Now, the hard part is look around for similar issues (I've done it already at
some point, but this case apparently went unnoticed).

[Bug target/84786] [miscompilation] vunpcklpd accessing xmm16-22 targeting KNL

2018-03-12 Thread jakub at gcc dot gnu.org
https://gcc.gnu.org/bugzilla/show_bug.cgi?id=84786

Jakub Jelinek  changed:

   What|Removed |Added

   Keywords||wrong-code
 Status|UNCONFIRMED |ASSIGNED
   Last reconfirmed||2018-03-12
   Assignee|unassigned at gcc dot gnu.org  |jakub at gcc dot gnu.org
 Ever confirmed|0   |1

--- Comment #3 from Jakub Jelinek  ---
Ah, I see the bug:
(define_insn "sse2_loadhpd"
  [(set (match_operand:V2DF 0 "nonimmediate_operand"
  "=x,v,x,v,o,o ,o")
(vec_concat:V2DF
  (vec_select:DF
(match_operand:V2DF 1 "nonimmediate_operand"
  " 0,v,0,v,0,0 ,0")
(parallel [(const_int 0)]))
  (match_operand:DF 2 "nonimmediate_operand"
  " m,m,x,v,x,*f,r")))]
While V2DFmode won't be put into %xmm16-%xmm31 without TARGET_AVX512VL, DFmode
can be, so we need an avx512vl alternative for the v for the last operand and
another one with x for avx/avx2/avx512f etc. without avx512vl.
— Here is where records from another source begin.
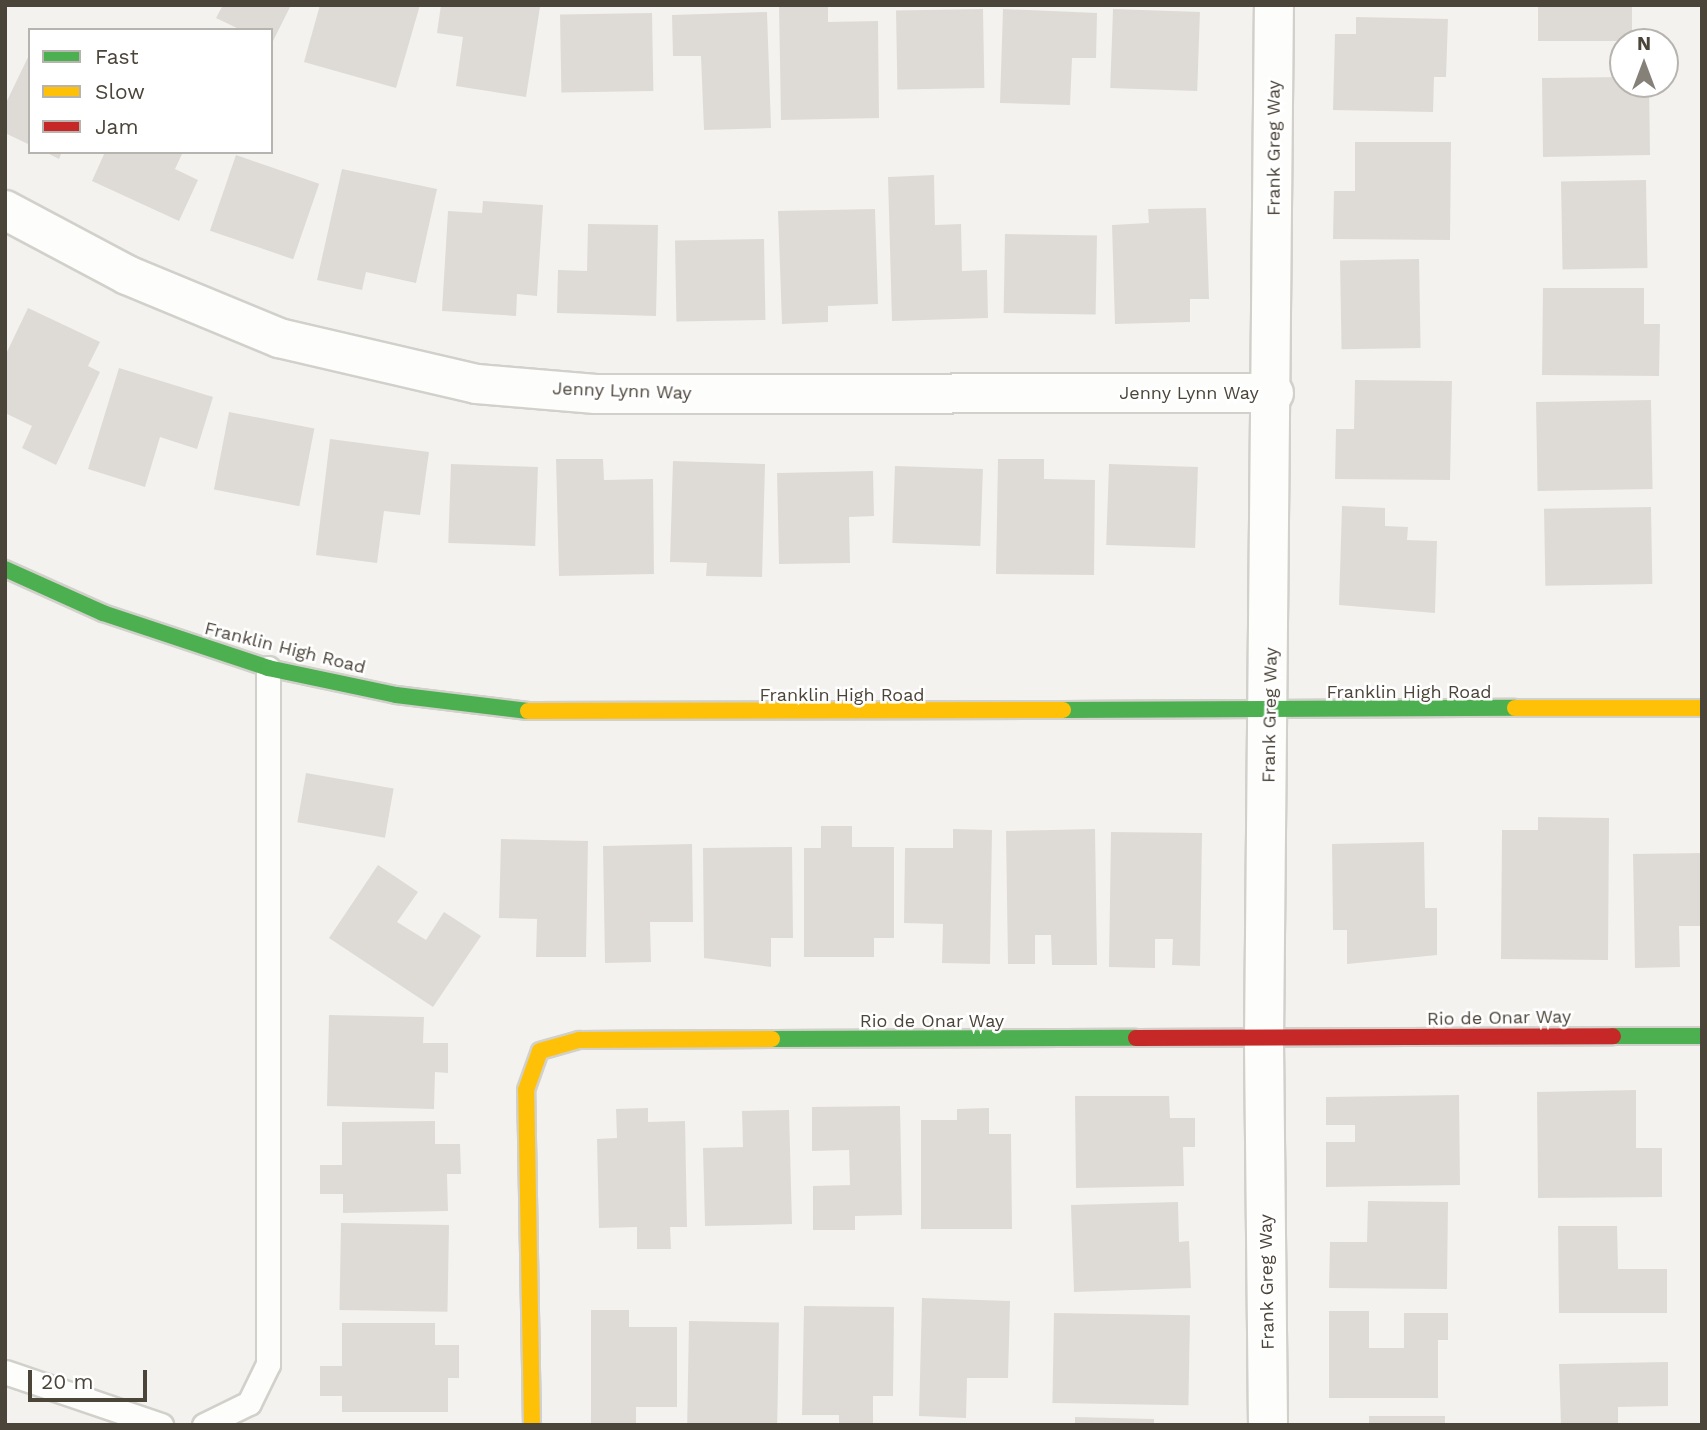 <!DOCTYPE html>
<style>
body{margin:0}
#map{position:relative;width:1707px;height:1430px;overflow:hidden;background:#f4f2ee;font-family:"Work Sans",sans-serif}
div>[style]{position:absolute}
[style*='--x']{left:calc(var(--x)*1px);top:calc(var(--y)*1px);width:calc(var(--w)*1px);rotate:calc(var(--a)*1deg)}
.building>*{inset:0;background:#dedbd6;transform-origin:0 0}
.roads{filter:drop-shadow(2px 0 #d2d0cb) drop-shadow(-2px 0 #d2d0cb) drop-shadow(0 2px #d2d0cb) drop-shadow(0 -2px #d2d0cb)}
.lane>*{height:23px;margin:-11.5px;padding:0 11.5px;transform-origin:11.5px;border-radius:11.5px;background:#fdfdfc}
.street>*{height:38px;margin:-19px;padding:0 19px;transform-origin:19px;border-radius:19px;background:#fdfdfc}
.fast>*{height:16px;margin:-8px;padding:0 8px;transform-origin:8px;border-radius:8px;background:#4caf50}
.slow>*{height:16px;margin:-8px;padding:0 8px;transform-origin:8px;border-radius:8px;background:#ffc107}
.jam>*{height:16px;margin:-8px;padding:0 8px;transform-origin:8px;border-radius:8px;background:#c62828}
span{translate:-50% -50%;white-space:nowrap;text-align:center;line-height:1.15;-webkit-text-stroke:5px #fff;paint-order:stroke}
.street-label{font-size:18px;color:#4b4439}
.frame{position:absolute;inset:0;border:7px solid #4b4439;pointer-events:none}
.legend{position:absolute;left:28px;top:28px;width:245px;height:126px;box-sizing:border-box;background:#fff;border:2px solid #b7b4b0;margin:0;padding:9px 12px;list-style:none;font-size:21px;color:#4b4439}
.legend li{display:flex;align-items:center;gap:14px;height:35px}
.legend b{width:35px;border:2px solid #b7b4b0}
.north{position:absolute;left:1609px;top:28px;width:70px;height:70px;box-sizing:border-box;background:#fff;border:2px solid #b7b4b0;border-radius:50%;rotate:0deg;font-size:19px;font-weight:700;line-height:28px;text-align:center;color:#4b4439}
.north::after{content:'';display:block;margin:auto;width:24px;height:32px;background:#868178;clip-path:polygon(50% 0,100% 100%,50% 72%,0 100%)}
.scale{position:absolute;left:28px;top:1370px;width:119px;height:32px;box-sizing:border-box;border:4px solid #4b4439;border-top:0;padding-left:9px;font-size:21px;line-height:24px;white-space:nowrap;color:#4b4439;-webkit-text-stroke:5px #fff;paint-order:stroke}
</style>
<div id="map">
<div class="building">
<div style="clip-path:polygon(223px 5px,291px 5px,271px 45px,271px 30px,241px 30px,216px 18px)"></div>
<div style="clip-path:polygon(320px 5px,420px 5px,396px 88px,304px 62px)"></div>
<div style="clip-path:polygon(441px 5px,540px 7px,526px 97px,456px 86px,463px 37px,437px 33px)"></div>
<div style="clip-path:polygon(779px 5px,828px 5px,828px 22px,878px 21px,879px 118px,781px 120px)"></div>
<div style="left:1538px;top:5px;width:94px;height:36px"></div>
<div style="left:983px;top:9px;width:79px;height:87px;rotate:89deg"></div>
<div style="clip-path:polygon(1003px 9px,1097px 13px,1096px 58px,1072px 58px,1070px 105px,1000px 103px)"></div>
<div style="left:1113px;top:9px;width:87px;height:79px;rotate:2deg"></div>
<div style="clip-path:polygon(767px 12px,771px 128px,704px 130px,701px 56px,673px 56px,672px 15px)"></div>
<div style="left:652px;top:13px;width:78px;height:92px;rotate:89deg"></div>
<div style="clip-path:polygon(1356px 17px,1448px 19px,1446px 77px,1434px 77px,1433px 112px,1333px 110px,1335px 34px,1356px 34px)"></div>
<div style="clip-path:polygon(30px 53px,30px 145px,5px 133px,5px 105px)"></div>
<div style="clip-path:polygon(1623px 77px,1623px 84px,1649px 84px,1650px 155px,1543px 157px,1542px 78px)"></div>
<div style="clip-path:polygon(1355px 142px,1451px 142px,1450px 240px,1333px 239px,1334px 191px,1355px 191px)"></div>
<div style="clip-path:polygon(45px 152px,62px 152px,59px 159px)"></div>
<div style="clip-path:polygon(105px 152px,183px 152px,175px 169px,198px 180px,179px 221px,92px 181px)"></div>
<div style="left:236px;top:155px;width:88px;height:80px;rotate:19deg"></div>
<div style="clip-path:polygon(342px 169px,437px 189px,416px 283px,366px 272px,362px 290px,317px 280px)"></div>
<div style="clip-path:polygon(934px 175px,935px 225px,961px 224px,962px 271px,987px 270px,988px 318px,892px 321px,888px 177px)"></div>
<div style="left:1646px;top:180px;width:88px;height:85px;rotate:89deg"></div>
<div style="clip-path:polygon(483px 201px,543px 205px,537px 296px,517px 294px,516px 316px,442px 311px,448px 211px,482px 213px)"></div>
<div style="clip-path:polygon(1206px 208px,1209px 299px,1190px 299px,1190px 322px,1115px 324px,1112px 225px,1149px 223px,1148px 209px)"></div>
<div style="clip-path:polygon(875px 209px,878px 304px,828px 306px,828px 322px,782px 324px,778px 211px)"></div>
<div style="clip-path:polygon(588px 224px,658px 225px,656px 316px,557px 313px,558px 270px,587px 271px)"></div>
<div style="left:1005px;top:234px;width:92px;height:79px;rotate:1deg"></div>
<div style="left:764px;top:239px;width:81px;height:89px;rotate:89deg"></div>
<div style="left:1419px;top:259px;width:89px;height:79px;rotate:89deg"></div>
<div style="clip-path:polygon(1543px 288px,1644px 288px,1644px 324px,1660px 324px,1659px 376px,1542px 375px)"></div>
<div style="clip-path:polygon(28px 308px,100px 342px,88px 366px,100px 372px,56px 465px,22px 448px,32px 426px,5px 413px,5px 356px)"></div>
<div style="clip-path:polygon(119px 368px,213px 397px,197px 449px,160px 437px,145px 487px,88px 469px)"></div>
<div style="clip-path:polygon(1355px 380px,1452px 381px,1450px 480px,1335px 479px,1336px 429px,1354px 429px)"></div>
<div style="left:1651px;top:400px;width:89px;height:115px;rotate:89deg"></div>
<div style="left:229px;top:412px;width:87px;height:79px;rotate:11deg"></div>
<div style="clip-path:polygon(330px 439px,429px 452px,420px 515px,384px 511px,377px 563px,316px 555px)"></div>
<div style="clip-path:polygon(556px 459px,603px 459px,604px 480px,653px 479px,654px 574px,559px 576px)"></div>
<div style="clip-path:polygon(998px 459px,1044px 459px,1044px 479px,1095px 480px,1094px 575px,996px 574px)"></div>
<div style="clip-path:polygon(673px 461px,765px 464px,762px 577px,706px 576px,707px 563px,670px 562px)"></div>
<div style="left:451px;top:464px;width:87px;height:79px;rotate:2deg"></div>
<div style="left:1109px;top:464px;width:89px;height:81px;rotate:2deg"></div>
<div style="left:895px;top:466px;width:88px;height:77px;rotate:2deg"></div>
<div style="clip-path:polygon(873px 471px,874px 516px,849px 517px,850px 563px,779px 564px,777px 473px)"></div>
<div style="clip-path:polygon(1342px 506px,1385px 508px,1385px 526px,1408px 527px,1407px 540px,1437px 541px,1435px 613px,1339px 605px)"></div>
<div style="left:1651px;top:507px;width:77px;height:107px;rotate:89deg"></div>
<div style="left:306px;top:773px;width:89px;height:50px;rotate:10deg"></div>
<div style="clip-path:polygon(1538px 817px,1609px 818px,1608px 960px,1501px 959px,1502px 830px,1538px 830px)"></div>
<div style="clip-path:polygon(821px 826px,852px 826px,852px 847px,894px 847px,894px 938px,874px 938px,874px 957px,804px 957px,804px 848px,821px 848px)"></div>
<div style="clip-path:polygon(953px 829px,992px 830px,990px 964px,942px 963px,943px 924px,904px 923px,905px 848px,953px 848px)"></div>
<div style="clip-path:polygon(1095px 829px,1097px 965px,1052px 965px,1051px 935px,1035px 935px,1035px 964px,1008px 964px,1006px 831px)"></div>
<div style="clip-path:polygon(1111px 832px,1202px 833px,1200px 966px,1172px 965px,1173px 939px,1155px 939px,1155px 968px,1109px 967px)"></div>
<div style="clip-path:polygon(501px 839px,588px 841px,586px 957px,536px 957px,537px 919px,499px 918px)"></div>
<div style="clip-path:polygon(1424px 842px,1425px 908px,1437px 908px,1437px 955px,1347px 964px,1347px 930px,1333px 930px,1332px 844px)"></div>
<div style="clip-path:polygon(692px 844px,693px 922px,650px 922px,651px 962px,605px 963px,603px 846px)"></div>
<div style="clip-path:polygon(792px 847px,793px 938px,771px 938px,771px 967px,704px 958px,703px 848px)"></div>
<div style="clip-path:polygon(1702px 853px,1702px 926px,1679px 926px,1680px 967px,1635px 968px,1633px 854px)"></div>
<div style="clip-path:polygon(378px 865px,418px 892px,397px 922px,426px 940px,444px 912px,481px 936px,433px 1007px,329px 938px)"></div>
<div style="clip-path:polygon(329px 1015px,424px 1017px,423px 1043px,448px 1043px,448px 1073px,435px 1072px,434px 1109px,327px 1106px)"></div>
<div style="clip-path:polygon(1636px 1090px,1636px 1148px,1662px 1148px,1662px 1197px,1538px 1198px,1537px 1092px)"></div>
<div style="clip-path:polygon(1459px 1095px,1460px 1185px,1326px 1187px,1326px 1142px,1355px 1142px,1355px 1125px,1326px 1125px,1326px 1097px)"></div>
<div style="clip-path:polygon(1075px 1096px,1169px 1096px,1170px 1118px,1195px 1118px,1195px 1147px,1183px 1147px,1184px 1186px,1076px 1188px)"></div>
<div style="clip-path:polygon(900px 1106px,902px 1215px,855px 1216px,855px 1230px,813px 1230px,813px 1186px,850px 1185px,849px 1150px,812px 1151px,812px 1107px)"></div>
<div style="clip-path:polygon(648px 1108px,648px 1122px,685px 1121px,687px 1227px,670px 1227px,671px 1249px,637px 1249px,637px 1227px,599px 1228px,597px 1139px,617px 1138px,616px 1109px)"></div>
<div style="clip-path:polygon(989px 1108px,989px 1134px,1011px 1134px,1012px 1229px,921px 1229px,921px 1120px,957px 1120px,957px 1109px)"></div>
<div style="clip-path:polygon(789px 1110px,792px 1224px,705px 1226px,703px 1148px,743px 1147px,742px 1111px)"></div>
<div style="clip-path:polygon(435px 1121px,435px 1144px,460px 1144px,461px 1174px,447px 1174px,448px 1211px,343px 1213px,343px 1194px,320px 1194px,320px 1165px,342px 1165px,342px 1122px)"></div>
<div style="clip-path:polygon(1368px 1201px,1448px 1202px,1447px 1289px,1329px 1288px,1330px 1242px,1367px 1242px)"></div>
<div style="clip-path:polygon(1178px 1202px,1179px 1242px,1189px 1241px,1191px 1288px,1074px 1292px,1071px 1205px)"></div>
<div style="left:341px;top:1223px;width:108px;height:87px;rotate:1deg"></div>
<div style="clip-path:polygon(1558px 1226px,1617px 1226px,1618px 1269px,1667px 1269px,1667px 1313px,1559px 1313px)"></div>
<div style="clip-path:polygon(922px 1298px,1010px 1301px,1008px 1378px,967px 1378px,966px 1418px,919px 1416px)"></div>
<div style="clip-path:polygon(804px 1306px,894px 1307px,893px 1396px,873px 1396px,873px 1425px,839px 1425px,839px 1415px,802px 1415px)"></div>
<div style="clip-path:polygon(591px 1310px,629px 1310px,629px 1327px,677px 1327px,677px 1407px,636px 1407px,636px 1425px,591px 1425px)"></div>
<div style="clip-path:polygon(1329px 1311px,1369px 1311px,1369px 1348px,1404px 1348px,1404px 1313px,1448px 1313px,1448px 1340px,1438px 1340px,1438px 1398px,1329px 1398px)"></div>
<div style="left:1054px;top:1313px;width:136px;height:90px;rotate:1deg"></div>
<div style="left:689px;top:1321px;width:90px;height:104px;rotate:1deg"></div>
<div style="clip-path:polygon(342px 1323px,435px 1323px,435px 1345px,459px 1345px,459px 1378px,448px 1378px,448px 1412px,342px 1412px,342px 1396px,320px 1396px,320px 1366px,342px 1366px)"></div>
<div style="clip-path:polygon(1668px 1362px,1668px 1406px,1618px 1407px,1618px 1425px,1561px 1425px,1559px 1364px)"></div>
<div style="left:1445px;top:1416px;width:9px;height:76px;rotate:90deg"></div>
<div style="clip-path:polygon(1075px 1417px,1154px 1419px,1154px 1425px,1075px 1425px)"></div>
</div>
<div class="roads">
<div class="lane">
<div style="--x:5;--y:1372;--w:165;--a:18.8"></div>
<div style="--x:204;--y:1425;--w:50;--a:-26.1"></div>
<div style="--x:249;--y:1403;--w:43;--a:-64"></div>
<div style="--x:268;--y:1364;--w:696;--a:-90"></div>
</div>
<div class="street">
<div style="--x:5;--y:210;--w:138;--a:28"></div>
<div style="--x:127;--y:275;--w:165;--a:22.5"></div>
<div style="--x:279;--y:338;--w:203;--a:13.1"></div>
<div style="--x:477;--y:384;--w:119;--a:4.8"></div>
<div style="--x:596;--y:394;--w:678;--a:-0.08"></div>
<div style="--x:1268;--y:1425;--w:384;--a:-90.6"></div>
<div style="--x:1264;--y:1041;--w:1036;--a:-89.45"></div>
</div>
<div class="fast">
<div style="--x:5;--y:569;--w:107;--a:24.2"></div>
<div style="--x:103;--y:613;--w:174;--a:18.4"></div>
<div style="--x:268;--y:668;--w:131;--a:11.9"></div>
<div style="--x:396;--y:695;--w:133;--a:6.9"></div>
<div style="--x:1063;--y:710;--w:452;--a:-0.3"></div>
<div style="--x:1613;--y:1036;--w:89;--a:0"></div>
<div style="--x:772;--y:1039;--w:364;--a:-0.2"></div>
</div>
<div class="slow">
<div style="--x:1515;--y:708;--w:187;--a:0"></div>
<div style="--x:528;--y:711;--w:535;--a:-0.11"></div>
<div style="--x:532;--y:1425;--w:335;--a:-91"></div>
<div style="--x:526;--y:1090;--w:41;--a:-70.3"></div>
<div style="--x:540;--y:1051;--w:41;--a:-15.8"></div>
<div style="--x:579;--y:1040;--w:193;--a:-0.3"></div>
</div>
<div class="jam">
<div style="--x:1136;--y:1038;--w:477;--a:-0.2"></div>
</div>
</div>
<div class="street-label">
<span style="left:1274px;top:148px;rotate:-90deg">Frank Greg Way</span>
<span style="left:622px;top:391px;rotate:2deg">Jenny Lynn Way</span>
<span style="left:1189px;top:393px">Jenny Lynn Way</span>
<span style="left:285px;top:648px;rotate:14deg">Franklin High Road</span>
<span style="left:1409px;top:692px">Franklin High Road</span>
<span style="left:842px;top:695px">Franklin High Road</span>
<span style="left:1270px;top:715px;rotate:-89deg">Frank Greg Way</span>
<span style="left:1499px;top:1018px;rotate:-1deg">Rio de Onar Way</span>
<span style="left:932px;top:1021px">Rio de Onar Way</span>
<span style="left:1267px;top:1282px;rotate:-91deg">Frank Greg Way</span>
</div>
<div class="frame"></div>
<ul class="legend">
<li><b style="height:9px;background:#4caf50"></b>Fast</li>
<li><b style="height:9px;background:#ffc107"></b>Slow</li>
<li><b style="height:9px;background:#c62828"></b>Jam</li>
</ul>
<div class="north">N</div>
<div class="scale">20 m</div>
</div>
[Bug target/84786] [miscompilation] vunpcklpd accessing xmm16-22 targeting KNL

2018-03-10 Thread kretz at kde dot org
https://gcc.gnu.org/bugzilla/show_bug.cgi?id=84786

--- Comment #2 from Matthias Kretz  ---
Created attachment 43618
  --> https://gcc.gnu.org/bugzilla/attachment.cgi?id=43618=edit
unreduced testcase

Compile with `g++ -std=c++17 -O2 -march=knl -o knl-fail knl-fail.cpp`.
The function `Tests::operators_ > >::run()` countains the invalid instructions.

% g++-7 --version
g++-7 (Ubuntu 7.2.0-1ubuntu1~16.04) 7.2.0

[Bug target/84786] [miscompilation] vunpcklpd accessing xmm16-22 targeting KNL

2018-03-09 Thread jakub at gcc dot gnu.org
https://gcc.gnu.org/bugzilla/show_bug.cgi?id=84786

Jakub Jelinek  changed:

   What|Removed |Added

 CC||jakub at gcc dot gnu.org

--- Comment #1 from Jakub Jelinek  ---
Without -mavx512vl the 128/256-bit pseudos should never be allocated in
xmm16-31 registers, so I really wonder how this happens.  If you don't mind
attaching unreduced code (compressed), I can do the reduction myself.